Solution

Given:

\[ \tan^{-1}\sqrt{x(x+1)} + \sin^{-1}\sqrt{x^2 + x + 1} = \frac{\pi}{2} \tag{i} \]

Let \[ \sin^{-1}\sqrt{x^2 + x + 1} = \theta \]

\[ \Rightarrow \sin\theta = \sqrt{x^2 + x + 1} \]

\[ \Rightarrow \tan\theta = \frac{\sqrt{x^2 + x + 1}}{\sqrt{1 – (x^2 + x + 1)}} = \frac{\sqrt{x^2 + x + 1}}{\sqrt{-x^2 – x}} \]

Substituting value of \(\theta\) in equation (i), we get:

\[ \tan^{-1}\sqrt{x(x+1)} + \tan^{-1}\left( \frac{\sqrt{x^2 + x + 1}}{\sqrt{-x^2 – x}} \right) = \frac{\pi}{2} \]

Using identity: \[ \tan^{-1}x + \tan^{-1}y = \tan^{-1}\left(\frac{x+y}{1-xy}\right), \quad xy < 1 \]

\[ \tan^{-1}\left[ \frac{ \sqrt{x(x+1)} + \sqrt{\frac{x^2 + x + 1}{-x^2 – x}} }{ 1 – \sqrt{x(x+1)}\cdot \sqrt{\frac{x^2 + x + 1}{-x^2 – x}} } \right] = \frac{\pi}{2} \]

\[ \Rightarrow \left[1 – \sqrt{-(x^2 + x + 1)}\right]\sqrt{x^2 + x} = 0 \]
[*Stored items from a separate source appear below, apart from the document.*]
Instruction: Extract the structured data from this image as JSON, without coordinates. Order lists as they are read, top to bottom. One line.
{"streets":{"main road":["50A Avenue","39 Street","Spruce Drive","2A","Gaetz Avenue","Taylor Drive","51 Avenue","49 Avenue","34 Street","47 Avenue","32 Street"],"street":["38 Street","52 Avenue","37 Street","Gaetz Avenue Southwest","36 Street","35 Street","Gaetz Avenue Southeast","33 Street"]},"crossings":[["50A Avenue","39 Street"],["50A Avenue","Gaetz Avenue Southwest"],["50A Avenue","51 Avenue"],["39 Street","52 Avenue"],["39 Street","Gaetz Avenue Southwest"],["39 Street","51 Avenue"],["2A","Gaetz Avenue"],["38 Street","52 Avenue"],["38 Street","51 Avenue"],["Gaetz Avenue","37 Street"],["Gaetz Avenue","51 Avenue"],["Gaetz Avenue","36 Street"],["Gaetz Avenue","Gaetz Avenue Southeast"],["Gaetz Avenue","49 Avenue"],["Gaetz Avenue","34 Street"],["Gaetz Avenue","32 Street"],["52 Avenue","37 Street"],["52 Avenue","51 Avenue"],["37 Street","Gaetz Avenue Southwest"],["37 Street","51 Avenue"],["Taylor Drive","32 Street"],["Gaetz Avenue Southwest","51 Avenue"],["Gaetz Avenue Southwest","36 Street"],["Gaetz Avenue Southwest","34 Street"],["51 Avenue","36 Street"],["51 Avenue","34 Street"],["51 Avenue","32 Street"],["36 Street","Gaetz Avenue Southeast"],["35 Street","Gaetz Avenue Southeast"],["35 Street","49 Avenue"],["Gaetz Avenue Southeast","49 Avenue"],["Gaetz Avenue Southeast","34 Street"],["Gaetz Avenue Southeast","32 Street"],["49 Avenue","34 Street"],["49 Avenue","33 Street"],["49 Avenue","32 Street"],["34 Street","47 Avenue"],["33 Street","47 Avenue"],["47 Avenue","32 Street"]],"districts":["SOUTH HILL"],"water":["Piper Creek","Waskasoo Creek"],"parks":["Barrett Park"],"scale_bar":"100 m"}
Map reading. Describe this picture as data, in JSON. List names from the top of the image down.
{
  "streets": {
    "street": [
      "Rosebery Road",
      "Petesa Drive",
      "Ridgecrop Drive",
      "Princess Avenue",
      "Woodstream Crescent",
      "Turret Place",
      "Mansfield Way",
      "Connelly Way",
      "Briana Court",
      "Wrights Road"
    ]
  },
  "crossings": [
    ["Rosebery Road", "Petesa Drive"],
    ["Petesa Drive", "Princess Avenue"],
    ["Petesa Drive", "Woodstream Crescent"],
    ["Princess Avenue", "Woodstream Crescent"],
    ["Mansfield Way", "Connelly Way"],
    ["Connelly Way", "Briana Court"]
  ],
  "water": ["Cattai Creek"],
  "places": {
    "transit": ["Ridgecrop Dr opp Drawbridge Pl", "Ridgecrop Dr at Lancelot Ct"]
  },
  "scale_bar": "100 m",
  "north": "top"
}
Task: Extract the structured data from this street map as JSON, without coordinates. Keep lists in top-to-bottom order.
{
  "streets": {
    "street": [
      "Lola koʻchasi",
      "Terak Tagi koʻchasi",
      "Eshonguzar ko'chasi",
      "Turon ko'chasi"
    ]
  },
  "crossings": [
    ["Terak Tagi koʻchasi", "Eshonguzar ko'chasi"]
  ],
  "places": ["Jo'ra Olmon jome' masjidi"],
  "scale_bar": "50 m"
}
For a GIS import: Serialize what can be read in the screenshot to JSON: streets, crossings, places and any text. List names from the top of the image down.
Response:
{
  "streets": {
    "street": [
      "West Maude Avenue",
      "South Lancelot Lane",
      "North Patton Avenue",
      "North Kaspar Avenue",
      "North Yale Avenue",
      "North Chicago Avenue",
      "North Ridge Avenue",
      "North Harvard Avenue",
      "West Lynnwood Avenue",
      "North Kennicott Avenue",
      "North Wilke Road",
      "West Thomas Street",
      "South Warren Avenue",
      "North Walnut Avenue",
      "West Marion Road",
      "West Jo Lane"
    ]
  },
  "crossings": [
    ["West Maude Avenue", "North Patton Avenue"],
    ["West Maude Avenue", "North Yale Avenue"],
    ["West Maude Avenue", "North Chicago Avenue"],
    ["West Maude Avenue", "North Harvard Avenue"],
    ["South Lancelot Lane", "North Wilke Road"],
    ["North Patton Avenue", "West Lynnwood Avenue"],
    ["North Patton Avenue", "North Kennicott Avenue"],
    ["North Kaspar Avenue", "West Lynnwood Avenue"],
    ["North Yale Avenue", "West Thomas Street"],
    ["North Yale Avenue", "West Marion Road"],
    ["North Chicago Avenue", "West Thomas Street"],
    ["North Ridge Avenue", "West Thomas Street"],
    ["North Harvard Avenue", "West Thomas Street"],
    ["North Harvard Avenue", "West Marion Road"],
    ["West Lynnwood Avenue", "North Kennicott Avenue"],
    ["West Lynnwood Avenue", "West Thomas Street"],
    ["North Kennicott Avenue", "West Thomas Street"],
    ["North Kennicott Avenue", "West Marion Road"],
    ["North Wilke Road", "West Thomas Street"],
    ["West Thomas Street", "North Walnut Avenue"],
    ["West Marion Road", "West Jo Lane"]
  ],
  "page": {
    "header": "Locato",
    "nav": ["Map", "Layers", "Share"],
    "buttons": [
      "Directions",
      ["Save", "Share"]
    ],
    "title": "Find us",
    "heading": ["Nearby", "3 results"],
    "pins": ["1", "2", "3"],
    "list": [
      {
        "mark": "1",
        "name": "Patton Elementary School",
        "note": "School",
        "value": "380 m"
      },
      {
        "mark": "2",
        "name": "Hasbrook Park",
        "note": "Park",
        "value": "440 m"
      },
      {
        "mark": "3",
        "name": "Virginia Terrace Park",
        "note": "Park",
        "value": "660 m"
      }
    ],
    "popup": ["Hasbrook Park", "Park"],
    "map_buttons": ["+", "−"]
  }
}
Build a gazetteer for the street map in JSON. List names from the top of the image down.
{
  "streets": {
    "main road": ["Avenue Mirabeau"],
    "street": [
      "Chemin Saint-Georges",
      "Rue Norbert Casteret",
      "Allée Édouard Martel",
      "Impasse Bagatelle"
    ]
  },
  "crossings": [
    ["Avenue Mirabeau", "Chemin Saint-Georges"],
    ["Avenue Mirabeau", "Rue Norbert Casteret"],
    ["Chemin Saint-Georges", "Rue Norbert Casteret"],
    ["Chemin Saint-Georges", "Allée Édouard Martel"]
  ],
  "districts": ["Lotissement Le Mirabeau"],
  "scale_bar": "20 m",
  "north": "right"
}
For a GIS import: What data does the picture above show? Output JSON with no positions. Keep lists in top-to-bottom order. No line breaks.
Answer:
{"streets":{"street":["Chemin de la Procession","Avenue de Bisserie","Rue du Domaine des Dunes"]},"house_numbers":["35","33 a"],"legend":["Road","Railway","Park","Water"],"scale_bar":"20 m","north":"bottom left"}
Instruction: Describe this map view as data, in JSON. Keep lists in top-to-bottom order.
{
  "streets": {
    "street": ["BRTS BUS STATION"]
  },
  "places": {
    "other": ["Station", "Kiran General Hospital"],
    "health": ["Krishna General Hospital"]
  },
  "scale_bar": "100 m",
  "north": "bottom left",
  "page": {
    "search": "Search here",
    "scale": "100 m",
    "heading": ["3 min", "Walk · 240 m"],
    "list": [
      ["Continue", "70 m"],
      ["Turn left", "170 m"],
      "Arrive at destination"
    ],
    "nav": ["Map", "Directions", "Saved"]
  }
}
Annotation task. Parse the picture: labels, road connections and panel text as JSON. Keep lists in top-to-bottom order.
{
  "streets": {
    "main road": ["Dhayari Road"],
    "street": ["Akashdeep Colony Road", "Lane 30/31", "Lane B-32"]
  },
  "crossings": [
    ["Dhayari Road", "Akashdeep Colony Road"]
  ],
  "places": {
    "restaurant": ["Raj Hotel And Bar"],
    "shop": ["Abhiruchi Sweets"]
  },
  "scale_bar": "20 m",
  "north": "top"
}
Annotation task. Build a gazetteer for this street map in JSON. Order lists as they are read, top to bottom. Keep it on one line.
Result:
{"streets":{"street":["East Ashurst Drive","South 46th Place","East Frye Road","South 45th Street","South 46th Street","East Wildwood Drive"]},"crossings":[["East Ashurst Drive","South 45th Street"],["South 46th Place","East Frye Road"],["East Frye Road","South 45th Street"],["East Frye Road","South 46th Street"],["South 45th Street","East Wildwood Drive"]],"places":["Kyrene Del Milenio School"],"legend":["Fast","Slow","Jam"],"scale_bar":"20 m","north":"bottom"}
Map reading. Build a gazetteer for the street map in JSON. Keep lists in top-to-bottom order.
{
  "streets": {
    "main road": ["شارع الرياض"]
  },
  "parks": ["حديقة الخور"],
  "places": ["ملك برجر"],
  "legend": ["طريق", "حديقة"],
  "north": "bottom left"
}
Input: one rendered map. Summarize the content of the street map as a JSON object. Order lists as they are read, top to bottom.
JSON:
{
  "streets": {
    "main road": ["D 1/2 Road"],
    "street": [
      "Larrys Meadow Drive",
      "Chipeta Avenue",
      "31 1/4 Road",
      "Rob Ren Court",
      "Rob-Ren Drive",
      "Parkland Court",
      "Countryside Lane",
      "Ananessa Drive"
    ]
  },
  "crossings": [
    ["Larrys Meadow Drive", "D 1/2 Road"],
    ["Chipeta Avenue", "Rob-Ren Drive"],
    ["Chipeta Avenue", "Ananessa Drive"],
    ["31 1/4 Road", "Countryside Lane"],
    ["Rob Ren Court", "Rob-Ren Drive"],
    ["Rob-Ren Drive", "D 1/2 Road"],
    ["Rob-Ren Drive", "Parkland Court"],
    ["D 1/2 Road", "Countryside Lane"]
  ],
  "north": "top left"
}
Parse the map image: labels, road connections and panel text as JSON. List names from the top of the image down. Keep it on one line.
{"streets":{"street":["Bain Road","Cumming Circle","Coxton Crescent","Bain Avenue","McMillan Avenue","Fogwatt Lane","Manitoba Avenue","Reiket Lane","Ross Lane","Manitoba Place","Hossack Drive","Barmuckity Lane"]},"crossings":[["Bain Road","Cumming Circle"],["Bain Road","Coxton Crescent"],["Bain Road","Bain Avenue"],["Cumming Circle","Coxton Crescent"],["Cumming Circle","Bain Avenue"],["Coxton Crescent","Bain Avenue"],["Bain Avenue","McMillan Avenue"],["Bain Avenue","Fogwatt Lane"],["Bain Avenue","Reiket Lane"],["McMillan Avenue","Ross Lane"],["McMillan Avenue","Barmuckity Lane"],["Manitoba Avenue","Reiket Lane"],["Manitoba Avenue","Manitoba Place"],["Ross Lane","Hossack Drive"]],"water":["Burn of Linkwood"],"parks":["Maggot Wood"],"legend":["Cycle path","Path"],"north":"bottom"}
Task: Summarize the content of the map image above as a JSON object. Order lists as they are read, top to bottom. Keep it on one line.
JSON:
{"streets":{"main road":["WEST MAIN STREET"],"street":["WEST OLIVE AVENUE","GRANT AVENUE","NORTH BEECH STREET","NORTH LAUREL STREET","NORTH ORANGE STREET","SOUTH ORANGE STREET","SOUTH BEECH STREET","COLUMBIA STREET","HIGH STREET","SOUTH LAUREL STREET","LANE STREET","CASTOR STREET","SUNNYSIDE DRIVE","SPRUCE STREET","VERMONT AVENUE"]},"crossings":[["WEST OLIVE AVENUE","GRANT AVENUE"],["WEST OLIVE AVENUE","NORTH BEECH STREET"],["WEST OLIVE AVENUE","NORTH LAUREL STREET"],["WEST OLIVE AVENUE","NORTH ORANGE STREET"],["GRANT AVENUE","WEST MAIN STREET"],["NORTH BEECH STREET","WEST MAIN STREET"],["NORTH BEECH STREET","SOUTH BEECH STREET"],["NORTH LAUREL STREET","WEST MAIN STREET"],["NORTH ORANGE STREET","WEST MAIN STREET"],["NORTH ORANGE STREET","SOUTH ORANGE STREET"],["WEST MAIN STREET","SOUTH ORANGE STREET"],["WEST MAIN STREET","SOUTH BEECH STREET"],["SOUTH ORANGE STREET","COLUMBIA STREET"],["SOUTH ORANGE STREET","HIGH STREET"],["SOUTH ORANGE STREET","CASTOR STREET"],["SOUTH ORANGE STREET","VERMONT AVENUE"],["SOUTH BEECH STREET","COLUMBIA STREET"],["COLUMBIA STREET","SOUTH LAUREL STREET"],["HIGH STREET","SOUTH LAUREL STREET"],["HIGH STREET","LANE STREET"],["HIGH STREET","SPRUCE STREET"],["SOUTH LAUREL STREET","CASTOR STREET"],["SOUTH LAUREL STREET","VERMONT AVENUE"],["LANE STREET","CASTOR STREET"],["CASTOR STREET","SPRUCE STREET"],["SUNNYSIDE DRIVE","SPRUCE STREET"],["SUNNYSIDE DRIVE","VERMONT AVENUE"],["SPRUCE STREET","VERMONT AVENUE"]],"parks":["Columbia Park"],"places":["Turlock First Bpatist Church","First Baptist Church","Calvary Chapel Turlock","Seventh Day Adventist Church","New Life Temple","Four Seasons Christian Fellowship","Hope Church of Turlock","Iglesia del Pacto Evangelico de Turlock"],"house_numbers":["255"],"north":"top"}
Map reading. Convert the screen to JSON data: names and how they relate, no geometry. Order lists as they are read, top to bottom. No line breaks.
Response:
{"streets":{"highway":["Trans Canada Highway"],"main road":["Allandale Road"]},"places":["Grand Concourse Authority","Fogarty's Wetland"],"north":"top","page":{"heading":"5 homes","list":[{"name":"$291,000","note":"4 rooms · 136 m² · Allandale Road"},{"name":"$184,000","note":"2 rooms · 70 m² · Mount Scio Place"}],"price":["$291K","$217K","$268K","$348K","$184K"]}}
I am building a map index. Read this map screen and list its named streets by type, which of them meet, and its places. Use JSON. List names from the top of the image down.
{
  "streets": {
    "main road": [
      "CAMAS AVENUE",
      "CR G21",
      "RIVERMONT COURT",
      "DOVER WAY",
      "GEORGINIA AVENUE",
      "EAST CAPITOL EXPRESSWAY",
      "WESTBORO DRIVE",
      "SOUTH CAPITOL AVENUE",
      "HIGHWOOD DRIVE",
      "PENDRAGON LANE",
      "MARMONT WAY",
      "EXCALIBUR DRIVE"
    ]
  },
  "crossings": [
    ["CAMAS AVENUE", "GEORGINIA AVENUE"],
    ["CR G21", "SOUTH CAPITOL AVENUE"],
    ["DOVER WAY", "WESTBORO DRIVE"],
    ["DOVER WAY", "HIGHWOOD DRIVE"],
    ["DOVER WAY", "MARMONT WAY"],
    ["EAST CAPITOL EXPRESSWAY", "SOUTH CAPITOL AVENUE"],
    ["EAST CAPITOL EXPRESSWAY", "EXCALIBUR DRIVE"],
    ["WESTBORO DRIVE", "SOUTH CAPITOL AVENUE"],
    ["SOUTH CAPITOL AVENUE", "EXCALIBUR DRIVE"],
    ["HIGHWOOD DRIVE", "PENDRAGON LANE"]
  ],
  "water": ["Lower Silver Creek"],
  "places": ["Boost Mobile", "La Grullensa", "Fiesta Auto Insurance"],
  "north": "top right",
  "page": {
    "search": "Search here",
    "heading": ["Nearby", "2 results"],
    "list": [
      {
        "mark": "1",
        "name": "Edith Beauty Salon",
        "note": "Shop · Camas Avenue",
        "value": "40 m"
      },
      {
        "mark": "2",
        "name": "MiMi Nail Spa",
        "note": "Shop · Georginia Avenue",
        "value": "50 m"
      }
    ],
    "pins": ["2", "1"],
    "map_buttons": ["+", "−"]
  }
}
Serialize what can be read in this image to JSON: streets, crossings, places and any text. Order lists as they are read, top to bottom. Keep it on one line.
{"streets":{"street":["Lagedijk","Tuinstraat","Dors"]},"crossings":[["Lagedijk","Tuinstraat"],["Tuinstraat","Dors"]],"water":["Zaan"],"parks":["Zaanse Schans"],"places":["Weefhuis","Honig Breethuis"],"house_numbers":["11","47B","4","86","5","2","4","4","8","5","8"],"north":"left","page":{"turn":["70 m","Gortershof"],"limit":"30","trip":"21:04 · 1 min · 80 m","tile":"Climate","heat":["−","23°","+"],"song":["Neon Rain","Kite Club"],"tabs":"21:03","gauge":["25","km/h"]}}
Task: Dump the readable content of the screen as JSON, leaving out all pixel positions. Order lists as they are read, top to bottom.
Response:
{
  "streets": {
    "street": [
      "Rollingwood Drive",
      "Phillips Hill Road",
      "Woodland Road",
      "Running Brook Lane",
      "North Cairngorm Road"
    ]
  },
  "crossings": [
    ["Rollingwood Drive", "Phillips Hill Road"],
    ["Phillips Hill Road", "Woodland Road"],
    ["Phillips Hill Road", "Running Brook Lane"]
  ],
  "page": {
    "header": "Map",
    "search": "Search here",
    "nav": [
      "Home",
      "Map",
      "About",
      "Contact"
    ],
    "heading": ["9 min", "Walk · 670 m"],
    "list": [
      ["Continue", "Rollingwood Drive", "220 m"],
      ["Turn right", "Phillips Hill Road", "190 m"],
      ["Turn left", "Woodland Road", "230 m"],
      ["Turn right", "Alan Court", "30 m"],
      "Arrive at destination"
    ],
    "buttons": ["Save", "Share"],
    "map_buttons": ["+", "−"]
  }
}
\[ \Rightarrow x^2 + x = 0 \quad \text{or} \quad x^2 + x + 2 = 0 \]

\[ \Rightarrow x(x+1) = 0 \]

\[ \boxed{x = 0 \text{ or } x = -1} \]

Hence, the real solutions are \(x = 0\) and \(x = -1\).